Theory Refine_Imp_Hol

section ‹Refinement for Imperative-HOL Programs›
theory Refine_Imp_Hol
  imports "Hoare_Triple"
            "HOL-Eisbach.Eisbach"
begin

  subsection ‹Assertions›
    
  text ‹We add assertions that consume no time to Imperative HOL Time.
  
    Note that the original \<^const>‹assert› consumes one time unit, i.e., is designed for 
    actually being checked at runtime.
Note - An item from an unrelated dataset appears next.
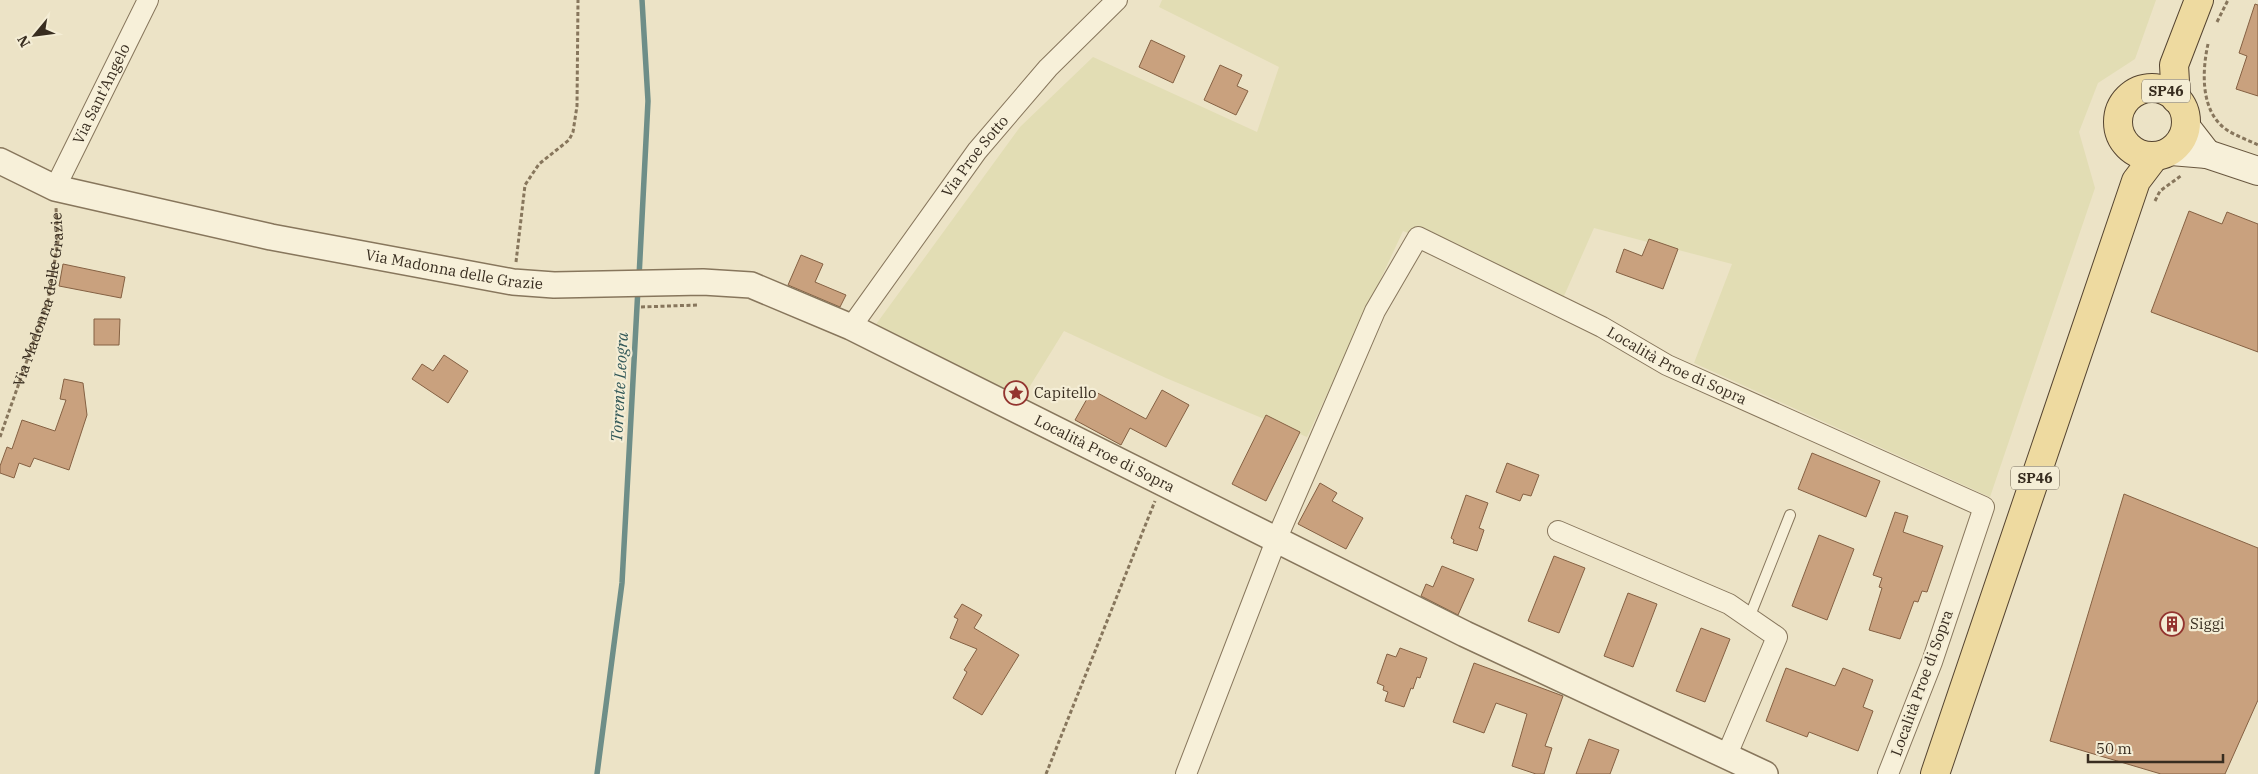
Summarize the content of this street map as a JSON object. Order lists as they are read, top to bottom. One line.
{"streets":{"main road":["SP46"],"street":["Via Sant'Angelo","Via Proe Sotto","Via Madonna delle Grazie","Località Proe di Sopra"]},"crossings":[["Via Sant'Angelo","Via Madonna delle Grazie"],["Via Proe Sotto","Via Madonna delle Grazie"],["Via Proe Sotto","Località Proe di Sopra"],["Via Madonna delle Grazie","Località Proe di Sopra"]],"water":["Torrente Leogra"],"places":{"place":["Capitello"],"building":["Siggi"]},"scale_bar":"50 m","north":"bottom left"}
On the other hand, our assertions are not executable, 
    and must be refined before code generation.
  ›
  definition [code del]: "assert' P ≡ if P then ureturn () else raise ''assert''"
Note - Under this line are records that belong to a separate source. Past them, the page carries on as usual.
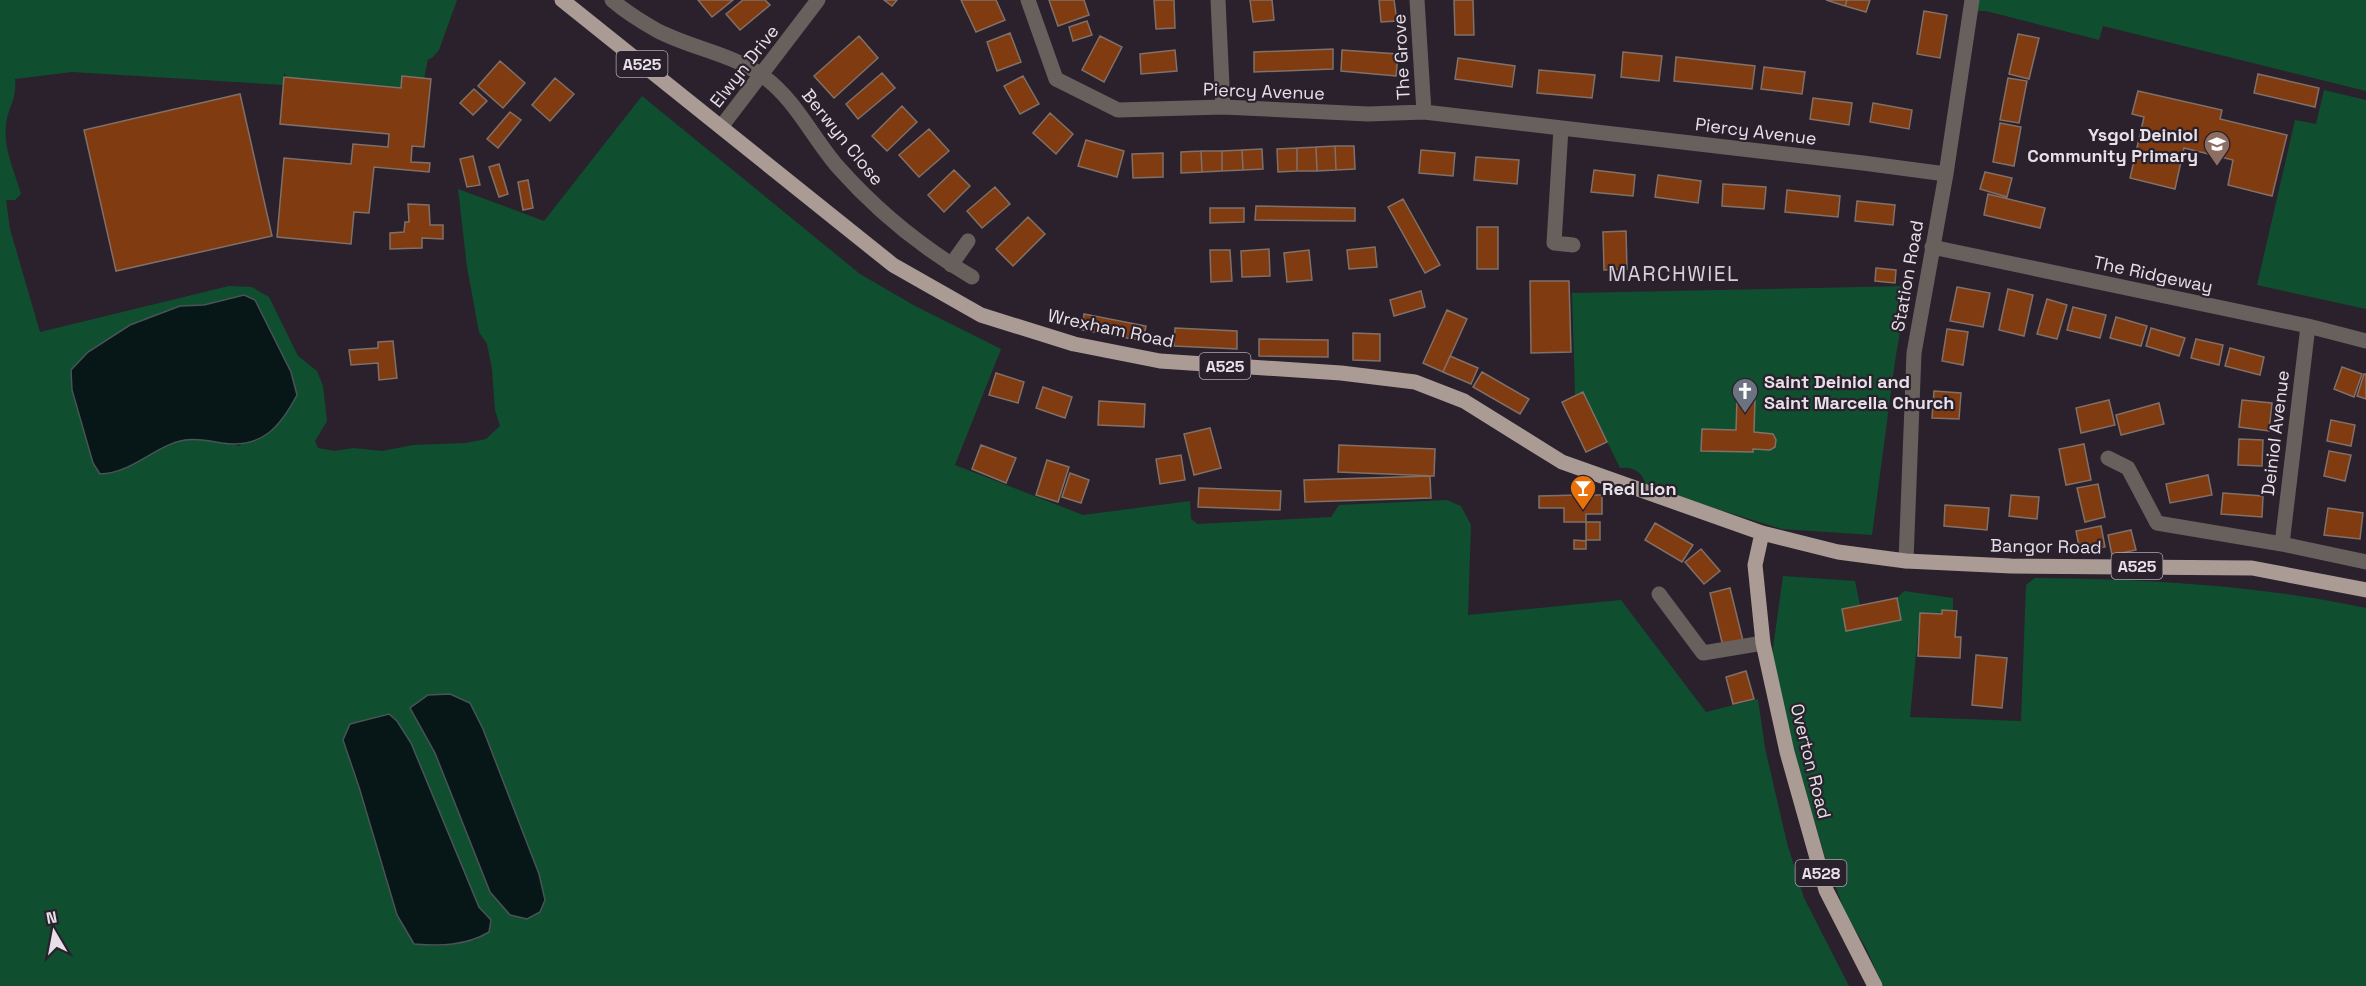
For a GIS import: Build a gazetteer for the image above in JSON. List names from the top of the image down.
{
  "streets": {
    "main road": [
      "A525",
      "Wrexham Road",
      "Bangor Road",
      "Overton Road",
      "A528"
    ],
    "street": [
      "The Grove",
      "Elwyn Drive",
      "Piercy Avenue",
      "Berwyn Close",
      "The Ridgeway",
      "Station Road",
      "Deiniol Avenue"
    ]
  },
  "crossings": [
    ["The Grove", "Piercy Avenue"],
    ["Elwyn Drive", "Berwyn Close"],
    ["Elwyn Drive", "Wrexham Road"],
    ["Piercy Avenue", "Station Road"],
    ["The Ridgeway", "Station Road"],
    ["The Ridgeway", "Deiniol Avenue"],
    ["Station Road", "Bangor Road"],
    ["Wrexham Road", "Bangor Road"],
    ["Wrexham Road", "Overton Road"],
    ["Bangor Road", "Overton Road"]
  ],
  "districts": ["MARCHWIEL"],
  "places": {
    "school or university": ["Ysgol Deiniol Community Primary"],
    "church": ["Saint Deiniol and Saint Marcella Church"],
    "bar": ["Red Lion"]
  },
  "north": "top"
}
  lemma execute_assert'[execute_simps]: "execute (assert' P) h = (if P then Some ((),h,0) else None)"
    by (auto simp: assert'_def execute_simps)

  
  lemma assert'_rule: "⟦⋀h. h⊨P ⟹ φ⟧ ⟹ <P> assert' φ <λ_. P>"  
    apply rule
    apply (auto simp: execute_simps in_range.simps relH_refl)
    done
    
  lemma assert'_bind_rule: 
    assumes "⋀h. h⊨P ⟹ φ"
    assumes "φ ⟹ <P> c <Q>"
    shows "<P> do {assert' φ; c} <Q>"  
    apply rule
    using assms
    apply (auto simp: execute_simps in_range.simps relH_refl elim!: hoare_tripleE)
    done    
    
  subsection ‹Refinement Predicate›  
  text ‹An imperative-HOL program ‹p› refines a program ‹q›, if either ‹q› fails, or ‹p› returns the
    same result as ‹q›. In case ‹q› is already proved correct (in particular does not fail), this
    implies correctness of ‹p›. Moreover, for the refinement proof, we can assume that ‹q› does not fail,
    in particular, that all assertions in ‹q› hold. This can be used to transfer knowledge from the 
    correctness proof (proving the assertions) to the refinement proof (assuming the assertions).
  ›
  definition "refines p q ≡ ∀h. case execute q h of None ⇒ True | Some (r,h',t) ⇒ execute p h = Some (r,h',t)"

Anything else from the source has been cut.